At first, all is well for our hopeless romantic, but he soon learns that for every trait he bakes into his creation, she exhibits something messy. Something human. Her outgoing personality compliments his own introversion, and wins over his family. But, when she becomes saddened by how much time he spends reading and writing, rather than with her, which makes her sad and distant, he rewrites her emotions into a happy state. When her fabricated attentiveness unintentionally turns her into a manic-clingy girlfriend, his edits to her personhood spiral downward. The ease of the relationship turns shaky and he is incapable of dealing with it. His attempts to morph her into a being who can meet his every need, with few demands on himself, backfires. To his devastation, every effort to re-correct for her human-ness, creates more difficulties. When she learns the ultimate reality surrounding her existence, his absolute manipulation, she disappears, and he learns a truth that is difficult for his malformed psyche to integrate–romantic partners are complex, wonderful, and terrifying beings.

They’re people, not ideas. They don’t exist as accessories, means to one’s grasping ends.

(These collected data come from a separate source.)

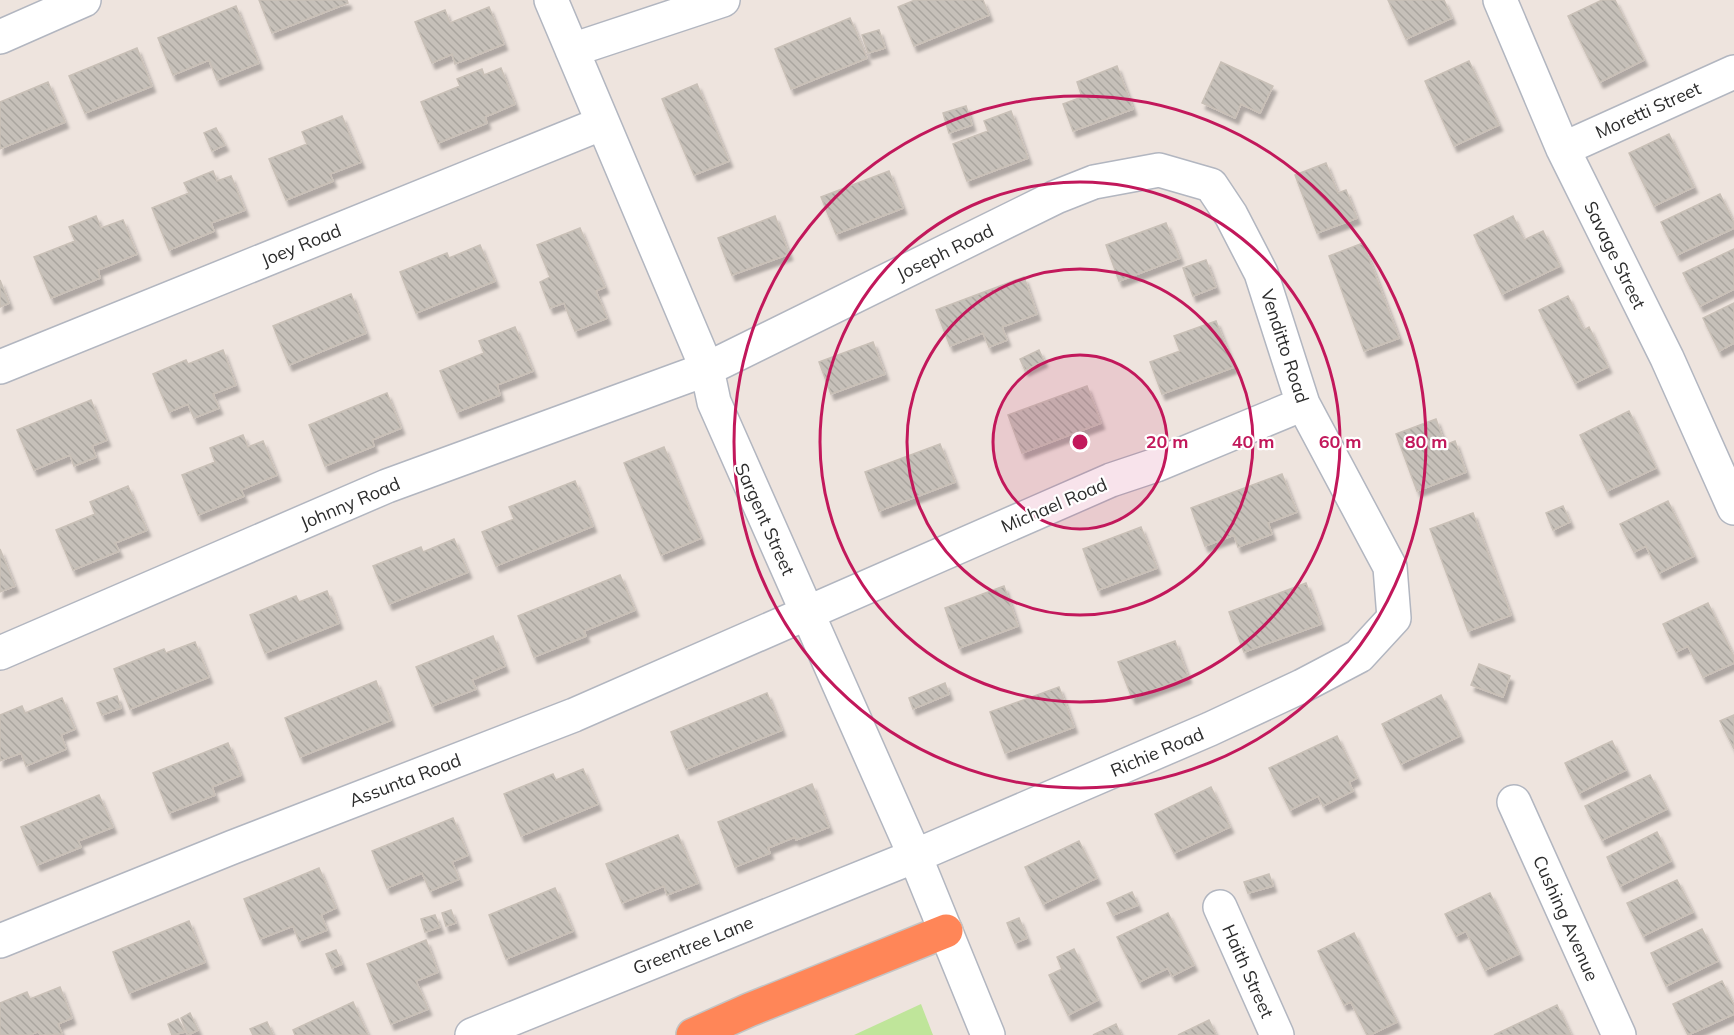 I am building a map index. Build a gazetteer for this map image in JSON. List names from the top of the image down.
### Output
{
  "streets": {
    "street": [
      "Moretti Street",
      "Joey Road",
      "Joseph Road",
      "Savage Street",
      "Venditto Road",
      "Johnny Road",
      "Michael Road",
      "Sargent Street",
      "Richie Road",
      "Assunta Road",
      "Cushing Avenue",
      "Greentree Lane",
      "Haith Street"
    ]
  },
  "crossings": [
    ["Moretti Street", "Savage Street"],
    ["Joey Road", "Sargent Street"],
    ["Joseph Road", "Venditto Road"],
    ["Joseph Road", "Johnny Road"],
    ["Joseph Road", "Sargent Street"],
    ["Venditto Road", "Michael Road"],
    ["Venditto Road", "Richie Road"],
    ["Johnny Road", "Sargent Street"],
    ["Michael Road", "Sargent Street"],
    ["Michael Road", "Assunta Road"],
    ["Sargent Street", "Richie Road"],
    ["Sargent Street", "Assunta Road"],
    ["Sargent Street", "Greentree Lane"],
    ["Richie Road", "Greentree Lane"]
  ],
  "rings": [
    "20 m",
    "40 m",
    "60 m",
    "80 m"
  ]
}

The tragedy for the male psyche in 500 Days of Summer indents early in the central character’s youth. The film’s narrator informs us upfront that “this is a story of boy meets girl. The boy, Tom Hansen of Margate, New Jersey, grew up believing that he’d never truly be happy until the day he met ‘the one.’” The narrator suggests that Tom falls prey to this myth as a result of “early exposure to sad British pop music and a total misreading of the movie The Graduate.” This self-referential introduction, arguably, tells the audience what we’re about to watch is another attempt to subvert the MPDG myth. It’s there if you’re looking for it, but if the viewer isn’t careful, the film further inculcates the dangerous paradigm it seeks to challenge. Untrained hearts may be led to believe that Tom is a person to emulate. His frustrations resonate with young over-idealizing minds, stroking their immature egos. Joseph Gordon-Levitt, who portrays Tom Hansen, cautions these fans who may idolize its romantic hero, pointing out that the character is “selfish…he develops a mildly delusional obsession over a girl onto whom he projects all these fantasies. He thinks she’ll give his life meaning because he doesn’t care about much else going on in his life.”

All this to show us that the films we consume matter. They hardly exist just to entertain. They brand themselves on us, particularly at young ages. If we’re not given the proper tools, we may also ‘misread’ the media we devour.

Tom endures a long struggle to mature his view of love, losing his dream girl, weathering all the stages of grief, and eventually, finds within himself that he must create happiness on his own. He takes the steps necessary to land his dream job, indicating he has found that “something else” in his life. The film’s ending remains somewhat ambiguous, though. With the rather dream-like introduction to a woman named Autumn, while interviewing with an architecture firm, we wonder if Tom hasn’t learned his lesson at all, projecting, again, too many hopes onto a potential romantic partner.

The most problematic element of the MPDG isn’t that she’s a crippling fantasy, it’s that we take the symbolic literally.

Contemporary western culture doesn’t use metaphorical thinking enough and suffers from an incredible miseducation surrounding mythology. We are inundated with naturalism and literalism. Just as many abandon religion because the metaphysics contradict naturalistic sciences, we’ve become frustrated with the socially-regressive MPDG storylines because they contradict our social sciences, or at least, our social consciences. This trope ceases to injure romantic partnering and becomes empowering when understood through a mythological lens.

“When she learns the ultimate reality surrounding her existence, his absolute manipulation, she disappears, and he learns a truth that is difficult for his malformed psyche to integrate–romantic partners are complex, wonderful, and terrifying beings.”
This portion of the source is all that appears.